Passing normal distributions as mean for

Is it possible to use a vector of normal distributions as mean for a multivariate normal?

#Defined data
x_data
y_data
z_data
with pm.Model() as basic_model:
    x = pm.Normal('xval', mu=x_data.mean(), sigma=x_data.std())
    y = pm.Normal('yval', mu=y_data.mean(), sigma=y_data.std())
    z = pm.Normal('zval', mu=z_data.mean(), sigma=z_data.std())
    
    likelihood = pm.MvNormal(
        "observations", mu=np.array([x, y, z]), cov=np.eye(3,3) * 0.1, 
        observed=np.array([x_data, y_data, z_data])

    trace.sample()

Hi Zepater,

You can do exactly this, but you need to use pytensor functions instead of numpy.
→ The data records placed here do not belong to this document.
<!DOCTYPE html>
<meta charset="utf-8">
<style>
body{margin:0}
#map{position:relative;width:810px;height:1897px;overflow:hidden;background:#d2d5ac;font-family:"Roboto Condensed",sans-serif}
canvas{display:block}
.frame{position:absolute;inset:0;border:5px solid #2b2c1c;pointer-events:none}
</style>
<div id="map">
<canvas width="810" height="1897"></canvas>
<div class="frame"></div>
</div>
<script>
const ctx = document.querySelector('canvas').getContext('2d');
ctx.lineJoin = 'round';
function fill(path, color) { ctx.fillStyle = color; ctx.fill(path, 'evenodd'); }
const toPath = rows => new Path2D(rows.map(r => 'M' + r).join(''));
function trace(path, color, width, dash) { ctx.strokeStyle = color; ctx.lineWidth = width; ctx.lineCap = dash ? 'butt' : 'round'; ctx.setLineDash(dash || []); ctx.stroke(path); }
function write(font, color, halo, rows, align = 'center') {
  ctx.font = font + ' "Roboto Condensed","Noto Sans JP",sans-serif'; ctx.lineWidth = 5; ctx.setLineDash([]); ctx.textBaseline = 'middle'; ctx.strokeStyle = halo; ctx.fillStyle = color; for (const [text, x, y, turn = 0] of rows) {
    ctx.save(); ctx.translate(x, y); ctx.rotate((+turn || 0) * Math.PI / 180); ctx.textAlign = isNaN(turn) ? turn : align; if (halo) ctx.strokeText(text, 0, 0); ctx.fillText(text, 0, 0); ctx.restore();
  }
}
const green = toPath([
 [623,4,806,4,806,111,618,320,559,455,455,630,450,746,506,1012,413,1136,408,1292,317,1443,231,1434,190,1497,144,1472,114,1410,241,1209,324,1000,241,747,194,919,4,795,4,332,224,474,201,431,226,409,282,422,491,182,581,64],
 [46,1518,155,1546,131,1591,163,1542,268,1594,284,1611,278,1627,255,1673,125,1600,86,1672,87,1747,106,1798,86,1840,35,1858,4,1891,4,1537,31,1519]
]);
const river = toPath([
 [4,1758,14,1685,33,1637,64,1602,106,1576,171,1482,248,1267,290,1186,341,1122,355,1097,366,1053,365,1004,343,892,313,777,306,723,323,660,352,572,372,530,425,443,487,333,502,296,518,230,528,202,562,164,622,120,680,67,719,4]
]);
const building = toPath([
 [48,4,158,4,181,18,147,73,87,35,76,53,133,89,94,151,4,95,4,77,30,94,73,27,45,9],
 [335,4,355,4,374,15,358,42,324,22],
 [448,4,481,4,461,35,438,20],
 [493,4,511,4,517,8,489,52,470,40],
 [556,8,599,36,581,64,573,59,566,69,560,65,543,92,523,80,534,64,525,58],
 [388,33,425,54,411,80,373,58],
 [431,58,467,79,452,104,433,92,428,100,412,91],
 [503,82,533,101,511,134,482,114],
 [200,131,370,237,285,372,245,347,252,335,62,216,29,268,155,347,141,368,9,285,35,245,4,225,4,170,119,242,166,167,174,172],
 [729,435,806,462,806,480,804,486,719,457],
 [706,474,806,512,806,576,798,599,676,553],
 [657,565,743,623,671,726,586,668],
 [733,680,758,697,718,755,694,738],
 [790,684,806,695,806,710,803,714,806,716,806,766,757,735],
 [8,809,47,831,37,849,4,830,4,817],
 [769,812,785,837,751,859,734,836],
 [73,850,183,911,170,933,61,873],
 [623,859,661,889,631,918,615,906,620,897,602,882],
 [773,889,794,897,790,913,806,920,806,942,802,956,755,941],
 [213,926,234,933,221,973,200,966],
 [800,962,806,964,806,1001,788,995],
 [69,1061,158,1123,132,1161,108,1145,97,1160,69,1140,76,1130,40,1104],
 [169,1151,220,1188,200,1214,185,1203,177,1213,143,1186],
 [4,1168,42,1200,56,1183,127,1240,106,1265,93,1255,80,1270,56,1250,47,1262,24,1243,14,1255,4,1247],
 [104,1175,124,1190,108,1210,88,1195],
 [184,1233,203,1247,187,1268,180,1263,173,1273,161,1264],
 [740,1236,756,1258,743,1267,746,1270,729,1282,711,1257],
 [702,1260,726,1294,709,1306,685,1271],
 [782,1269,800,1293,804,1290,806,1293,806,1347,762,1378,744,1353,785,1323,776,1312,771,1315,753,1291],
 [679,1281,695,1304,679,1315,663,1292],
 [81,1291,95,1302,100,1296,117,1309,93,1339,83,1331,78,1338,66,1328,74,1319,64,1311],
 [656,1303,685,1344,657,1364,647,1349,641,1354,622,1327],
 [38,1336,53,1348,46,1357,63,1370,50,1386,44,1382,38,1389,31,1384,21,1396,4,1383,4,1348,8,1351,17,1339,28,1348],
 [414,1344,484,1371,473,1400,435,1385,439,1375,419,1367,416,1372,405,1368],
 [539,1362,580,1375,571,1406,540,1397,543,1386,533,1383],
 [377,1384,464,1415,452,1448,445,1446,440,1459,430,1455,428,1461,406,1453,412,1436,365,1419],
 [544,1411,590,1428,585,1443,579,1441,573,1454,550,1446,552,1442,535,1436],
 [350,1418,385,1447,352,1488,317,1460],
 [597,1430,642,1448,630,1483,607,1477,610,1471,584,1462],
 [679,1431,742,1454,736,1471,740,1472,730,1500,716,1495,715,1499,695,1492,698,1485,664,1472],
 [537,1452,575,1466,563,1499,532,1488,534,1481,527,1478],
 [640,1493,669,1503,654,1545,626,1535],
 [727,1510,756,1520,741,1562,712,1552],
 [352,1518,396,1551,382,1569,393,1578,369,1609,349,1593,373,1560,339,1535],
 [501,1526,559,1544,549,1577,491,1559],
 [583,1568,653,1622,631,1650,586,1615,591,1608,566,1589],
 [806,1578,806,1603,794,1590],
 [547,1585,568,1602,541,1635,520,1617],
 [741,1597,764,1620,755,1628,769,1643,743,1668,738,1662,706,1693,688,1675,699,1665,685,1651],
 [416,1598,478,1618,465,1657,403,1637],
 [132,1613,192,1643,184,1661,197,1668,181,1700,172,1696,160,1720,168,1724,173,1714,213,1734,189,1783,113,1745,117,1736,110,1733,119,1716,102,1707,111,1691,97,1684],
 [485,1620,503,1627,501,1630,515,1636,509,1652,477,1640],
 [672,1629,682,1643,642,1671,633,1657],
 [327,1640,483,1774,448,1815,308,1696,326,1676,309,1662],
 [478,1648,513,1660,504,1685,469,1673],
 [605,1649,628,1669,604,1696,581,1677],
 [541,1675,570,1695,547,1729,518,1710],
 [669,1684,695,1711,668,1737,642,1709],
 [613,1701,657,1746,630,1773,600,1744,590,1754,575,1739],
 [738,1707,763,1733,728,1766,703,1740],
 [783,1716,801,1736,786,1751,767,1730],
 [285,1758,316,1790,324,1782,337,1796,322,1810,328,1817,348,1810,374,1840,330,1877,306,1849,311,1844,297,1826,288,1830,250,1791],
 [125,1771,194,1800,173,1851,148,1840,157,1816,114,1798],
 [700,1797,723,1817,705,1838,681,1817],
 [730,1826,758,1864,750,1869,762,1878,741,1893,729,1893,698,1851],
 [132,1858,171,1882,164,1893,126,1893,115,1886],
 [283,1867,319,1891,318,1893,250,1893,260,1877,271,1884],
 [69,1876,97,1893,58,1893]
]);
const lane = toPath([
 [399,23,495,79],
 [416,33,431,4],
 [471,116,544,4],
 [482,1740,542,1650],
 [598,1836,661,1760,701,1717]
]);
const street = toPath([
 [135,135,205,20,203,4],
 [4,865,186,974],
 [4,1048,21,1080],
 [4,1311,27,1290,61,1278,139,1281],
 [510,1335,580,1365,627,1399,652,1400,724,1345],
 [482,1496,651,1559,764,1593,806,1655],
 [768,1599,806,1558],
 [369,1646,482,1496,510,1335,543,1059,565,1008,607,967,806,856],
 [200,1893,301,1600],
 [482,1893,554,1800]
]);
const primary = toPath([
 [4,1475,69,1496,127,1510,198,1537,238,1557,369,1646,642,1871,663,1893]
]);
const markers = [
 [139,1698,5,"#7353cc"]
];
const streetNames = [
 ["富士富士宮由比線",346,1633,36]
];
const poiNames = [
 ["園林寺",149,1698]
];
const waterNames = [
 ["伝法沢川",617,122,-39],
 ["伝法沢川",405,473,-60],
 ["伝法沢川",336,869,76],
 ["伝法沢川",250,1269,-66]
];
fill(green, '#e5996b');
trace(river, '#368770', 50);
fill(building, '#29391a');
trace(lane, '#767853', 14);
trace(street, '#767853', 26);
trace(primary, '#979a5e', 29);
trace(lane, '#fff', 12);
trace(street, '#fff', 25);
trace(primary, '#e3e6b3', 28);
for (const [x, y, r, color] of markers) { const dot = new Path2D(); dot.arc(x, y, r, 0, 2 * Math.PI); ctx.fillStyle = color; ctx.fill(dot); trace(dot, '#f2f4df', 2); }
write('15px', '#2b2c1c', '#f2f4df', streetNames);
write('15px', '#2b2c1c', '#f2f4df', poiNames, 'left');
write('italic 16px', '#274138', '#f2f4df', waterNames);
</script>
You can see some examples and explanation here.

In your case, you could also simplify things greatly by using vectorized distributions. Basically this:

    x = pm.Normal('xval', mu=0, sigma=1)
    y = pm.Normal('yval', mu=1, sigma=2)
    z = pm.Normal('zval', mu=2, sigma=3)
    d = pt.stack([x, y, z])

Is the same as this:

d = pm.Normal('d', mu=[0,1,2], sigma=[1,2,3])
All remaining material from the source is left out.